===== DATA RECORDS =====

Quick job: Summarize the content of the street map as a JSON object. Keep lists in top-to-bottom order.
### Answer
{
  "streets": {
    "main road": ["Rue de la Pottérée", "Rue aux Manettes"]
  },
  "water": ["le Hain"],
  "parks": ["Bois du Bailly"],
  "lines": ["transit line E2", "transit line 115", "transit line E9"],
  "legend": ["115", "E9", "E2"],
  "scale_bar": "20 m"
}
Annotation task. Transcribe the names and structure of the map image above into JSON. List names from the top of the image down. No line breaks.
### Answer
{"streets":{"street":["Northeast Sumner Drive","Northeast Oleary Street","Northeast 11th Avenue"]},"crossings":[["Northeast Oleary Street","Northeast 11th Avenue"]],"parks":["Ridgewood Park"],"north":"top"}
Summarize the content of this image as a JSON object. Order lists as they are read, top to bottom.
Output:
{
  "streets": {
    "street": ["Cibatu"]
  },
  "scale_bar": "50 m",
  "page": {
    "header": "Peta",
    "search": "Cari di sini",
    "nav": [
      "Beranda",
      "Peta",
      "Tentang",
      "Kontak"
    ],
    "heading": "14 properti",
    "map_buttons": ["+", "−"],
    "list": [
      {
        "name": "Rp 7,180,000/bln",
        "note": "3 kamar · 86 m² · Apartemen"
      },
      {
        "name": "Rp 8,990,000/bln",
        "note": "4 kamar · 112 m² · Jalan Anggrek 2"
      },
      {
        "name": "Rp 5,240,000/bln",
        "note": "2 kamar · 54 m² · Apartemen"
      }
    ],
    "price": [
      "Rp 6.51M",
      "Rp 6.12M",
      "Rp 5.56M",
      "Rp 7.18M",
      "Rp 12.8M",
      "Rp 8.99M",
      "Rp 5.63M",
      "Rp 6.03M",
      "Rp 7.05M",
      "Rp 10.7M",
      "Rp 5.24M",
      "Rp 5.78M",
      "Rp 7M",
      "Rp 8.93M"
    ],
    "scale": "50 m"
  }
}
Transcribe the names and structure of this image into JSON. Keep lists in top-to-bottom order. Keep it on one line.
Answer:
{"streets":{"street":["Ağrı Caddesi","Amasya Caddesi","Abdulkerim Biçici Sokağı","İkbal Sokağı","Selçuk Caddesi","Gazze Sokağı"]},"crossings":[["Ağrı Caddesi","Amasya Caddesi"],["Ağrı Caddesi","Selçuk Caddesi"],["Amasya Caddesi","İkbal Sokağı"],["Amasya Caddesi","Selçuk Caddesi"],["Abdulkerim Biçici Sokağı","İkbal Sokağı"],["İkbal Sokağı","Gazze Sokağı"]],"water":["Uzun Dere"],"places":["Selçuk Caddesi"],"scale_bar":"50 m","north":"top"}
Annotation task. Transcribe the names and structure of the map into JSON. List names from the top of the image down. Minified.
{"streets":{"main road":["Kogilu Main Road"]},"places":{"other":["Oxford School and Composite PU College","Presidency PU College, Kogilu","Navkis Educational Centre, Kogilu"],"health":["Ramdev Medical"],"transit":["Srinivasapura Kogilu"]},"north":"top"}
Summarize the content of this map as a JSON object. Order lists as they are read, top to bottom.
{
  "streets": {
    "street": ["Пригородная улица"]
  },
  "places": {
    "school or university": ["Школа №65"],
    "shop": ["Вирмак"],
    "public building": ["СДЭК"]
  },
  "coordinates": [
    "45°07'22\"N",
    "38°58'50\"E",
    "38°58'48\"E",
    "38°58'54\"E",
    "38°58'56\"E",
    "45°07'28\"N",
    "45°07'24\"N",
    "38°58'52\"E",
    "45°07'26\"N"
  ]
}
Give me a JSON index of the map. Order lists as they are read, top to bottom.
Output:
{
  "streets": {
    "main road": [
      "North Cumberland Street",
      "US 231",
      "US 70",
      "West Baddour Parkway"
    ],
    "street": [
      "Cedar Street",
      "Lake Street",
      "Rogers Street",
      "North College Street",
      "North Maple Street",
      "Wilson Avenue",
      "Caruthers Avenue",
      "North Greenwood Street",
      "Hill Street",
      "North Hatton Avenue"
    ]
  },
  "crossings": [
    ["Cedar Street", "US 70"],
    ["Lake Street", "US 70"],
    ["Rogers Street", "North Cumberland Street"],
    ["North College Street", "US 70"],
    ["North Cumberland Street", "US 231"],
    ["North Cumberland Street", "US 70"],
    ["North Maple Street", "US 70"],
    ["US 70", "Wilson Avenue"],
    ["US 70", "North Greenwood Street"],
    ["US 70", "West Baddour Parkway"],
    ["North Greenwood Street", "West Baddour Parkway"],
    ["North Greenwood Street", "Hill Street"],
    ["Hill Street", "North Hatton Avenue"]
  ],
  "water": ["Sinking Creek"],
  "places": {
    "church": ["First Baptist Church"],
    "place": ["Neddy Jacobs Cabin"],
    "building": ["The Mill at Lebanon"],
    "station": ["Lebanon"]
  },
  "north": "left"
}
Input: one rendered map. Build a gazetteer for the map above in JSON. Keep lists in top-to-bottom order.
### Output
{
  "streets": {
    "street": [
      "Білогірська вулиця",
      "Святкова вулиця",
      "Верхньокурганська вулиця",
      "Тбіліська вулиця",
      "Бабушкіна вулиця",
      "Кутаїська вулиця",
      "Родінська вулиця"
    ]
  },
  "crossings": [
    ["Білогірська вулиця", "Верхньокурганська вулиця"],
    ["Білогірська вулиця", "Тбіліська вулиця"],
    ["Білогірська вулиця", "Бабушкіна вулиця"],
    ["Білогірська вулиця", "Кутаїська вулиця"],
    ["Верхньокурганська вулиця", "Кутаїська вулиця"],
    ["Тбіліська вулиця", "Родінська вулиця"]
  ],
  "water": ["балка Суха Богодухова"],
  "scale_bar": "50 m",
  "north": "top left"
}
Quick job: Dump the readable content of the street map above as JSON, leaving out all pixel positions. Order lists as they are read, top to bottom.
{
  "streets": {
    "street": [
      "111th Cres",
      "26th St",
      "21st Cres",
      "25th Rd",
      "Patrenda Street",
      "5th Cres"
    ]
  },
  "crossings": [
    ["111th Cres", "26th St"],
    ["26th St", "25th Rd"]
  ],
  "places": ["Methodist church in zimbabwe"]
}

=====

■ INSTRUCTIONS FOR THE TASK
Repeat the records above exactly as they appear.

■ RESULT OF THE TASK
Quick job: Summarize the content of the street map as a JSON object. Keep lists in top-to-bottom order.
### Answer
{
  "streets": {
    "main road": ["Rue de la Pottérée", "Rue aux Manettes"]
  },
  "water": ["le Hain"],
  "parks": ["Bois du Bailly"],
  "lines": ["transit line E2", "transit line 115", "transit line E9"],
  "legend": ["115", "E9", "E2"],
  "scale_bar": "20 m"
}
Annotation task. Transcribe the names and structure of the map image above into JSON. List names from the top of the image down. No line breaks.
### Answer
{"streets":{"street":["Northeast Sumner Drive","Northeast Oleary Street","Northeast 11th Avenue"]},"crossings":[["Northeast Oleary Street","Northeast 11th Avenue"]],"parks":["Ridgewood Park"],"north":"top"}
Summarize the content of this image as a JSON object. Order lists as they are read, top to bottom.
Output:
{
  "streets": {
    "street": ["Cibatu"]
  },
  "scale_bar": "50 m",
  "page": {
    "header": "Peta",
    "search": "Cari di sini",
    "nav": [
      "Beranda",
      "Peta",
      "Tentang",
      "Kontak"
    ],
    "heading": "14 properti",
    "map_buttons": ["+", "−"],
    "list": [
      {
        "name": "Rp 7,180,000/bln",
        "note": "3 kamar · 86 m² · Apartemen"
      },
      {
        "name": "Rp 8,990,000/bln",
        "note": "4 kamar · 112 m² · Jalan Anggrek 2"
      },
      {
        "name": "Rp 5,240,000/bln",
        "note": "2 kamar · 54 m² · Apartemen"
      }
    ],
    "price": [
      "Rp 6.51M",
      "Rp 6.12M",
      "Rp 5.56M",
      "Rp 7.18M",
      "Rp 12.8M",
      "Rp 8.99M",
      "Rp 5.63M",
      "Rp 6.03M",
      "Rp 7.05M",
      "Rp 10.7M",
      "Rp 5.24M",
      "Rp 5.78M",
      "Rp 7M",
      "Rp 8.93M"
    ],
    "scale": "50 m"
  }
}
Transcribe the names and structure of this image into JSON. Keep lists in top-to-bottom order. Keep it on one line.
Answer:
{"streets":{"street":["Ağrı Caddesi","Amasya Caddesi","Abdulkerim Biçici Sokağı","İkbal Sokağı","Selçuk Caddesi","Gazze Sokağı"]},"crossings":[["Ağrı Caddesi","Amasya Caddesi"],["Ağrı Caddesi","Selçuk Caddesi"],["Amasya Caddesi","İkbal Sokağı"],["Amasya Caddesi","Selçuk Caddesi"],["Abdulkerim Biçici Sokağı","İkbal Sokağı"],["İkbal Sokağı","Gazze Sokağı"]],"water":["Uzun Dere"],"places":["Selçuk Caddesi"],"scale_bar":"50 m","north":"top"}
Annotation task. Transcribe the names and structure of the map into JSON. List names from the top of the image down. Minified.
{"streets":{"main road":["Kogilu Main Road"]},"places":{"other":["Oxford School and Composite PU College","Presidency PU College, Kogilu","Navkis Educational Centre, Kogilu"],"health":["Ramdev Medical"],"transit":["Srinivasapura Kogilu"]},"north":"top"}
Summarize the content of this map as a JSON object. Order lists as they are read, top to bottom.
{
  "streets": {
    "street": ["Пригородная улица"]
  },
  "places": {
    "school or university": ["Школа №65"],
    "shop": ["Вирмак"],
    "public building": ["СДЭК"]
  },
  "coordinates": [
    "45°07'22\"N",
    "38°58'50\"E",
    "38°58'48\"E",
    "38°58'54\"E",
    "38°58'56\"E",
    "45°07'28\"N",
    "45°07'24\"N",
    "38°58'52\"E",
    "45°07'26\"N"
  ]
}
Give me a JSON index of the map. Order lists as they are read, top to bottom.
Output:
{
  "streets": {
    "main road": [
      "North Cumberland Street",
      "US 231",
      "US 70",
      "West Baddour Parkway"
    ],
    "street": [
      "Cedar Street",
      "Lake Street",
      "Rogers Street",
      "North College Street",
      "North Maple Street",
      "Wilson Avenue",
      "Caruthers Avenue",
      "North Greenwood Street",
      "Hill Street",
      "North Hatton Avenue"
    ]
  },
  "crossings": [
    ["Cedar Street", "US 70"],
    ["Lake Street", "US 70"],
    ["Rogers Street", "North Cumberland Street"],
    ["North College Street", "US 70"],
    ["North Cumberland Street", "US 231"],
    ["North Cumberland Street", "US 70"],
    ["North Maple Street", "US 70"],
    ["US 70", "Wilson Avenue"],
    ["US 70", "North Greenwood Street"],
    ["US 70", "West Baddour Parkway"],
    ["North Greenwood Street", "West Baddour Parkway"],
    ["North Greenwood Street", "Hill Street"],
    ["Hill Street", "North Hatton Avenue"]
  ],
  "water": ["Sinking Creek"],
  "places": {
    "church": ["First Baptist Church"],
    "place": ["Neddy Jacobs Cabin"],
    "building": ["The Mill at Lebanon"],
    "station": ["Lebanon"]
  },
  "north": "left"
}
Input: one rendered map. Build a gazetteer for the map above in JSON. Keep lists in top-to-bottom order.
### Output
{
  "streets": {
    "street": [
      "Білогірська вулиця",
      "Святкова вулиця",
      "Верхньокурганська вулиця",
      "Тбіліська вулиця",
      "Бабушкіна вулиця",
      "Кутаїська вулиця",
      "Родінська вулиця"
    ]
  },
  "crossings": [
    ["Білогірська вулиця", "Верхньокурганська вулиця"],
    ["Білогірська вулиця", "Тбіліська вулиця"],
    ["Білогірська вулиця", "Бабушкіна вулиця"],
    ["Білогірська вулиця", "Кутаїська вулиця"],
    ["Верхньокурганська вулиця", "Кутаїська вулиця"],
    ["Тбіліська вулиця", "Родінська вулиця"]
  ],
  "water": ["балка Суха Богодухова"],
  "scale_bar": "50 m",
  "north": "top left"
}
Quick job: Dump the readable content of the street map above as JSON, leaving out all pixel positions. Order lists as they are read, top to bottom.
{
  "streets": {
    "street": [
      "111th Cres",
      "26th St",
      "21st Cres",
      "25th Rd",
      "Patrenda Street",
      "5th Cres"
    ]
  },
  "crossings": [
    ["111th Cres", "26th St"],
    ["26th St", "25th Rd"]
  ],
  "places": ["Methodist church in zimbabwe"]
}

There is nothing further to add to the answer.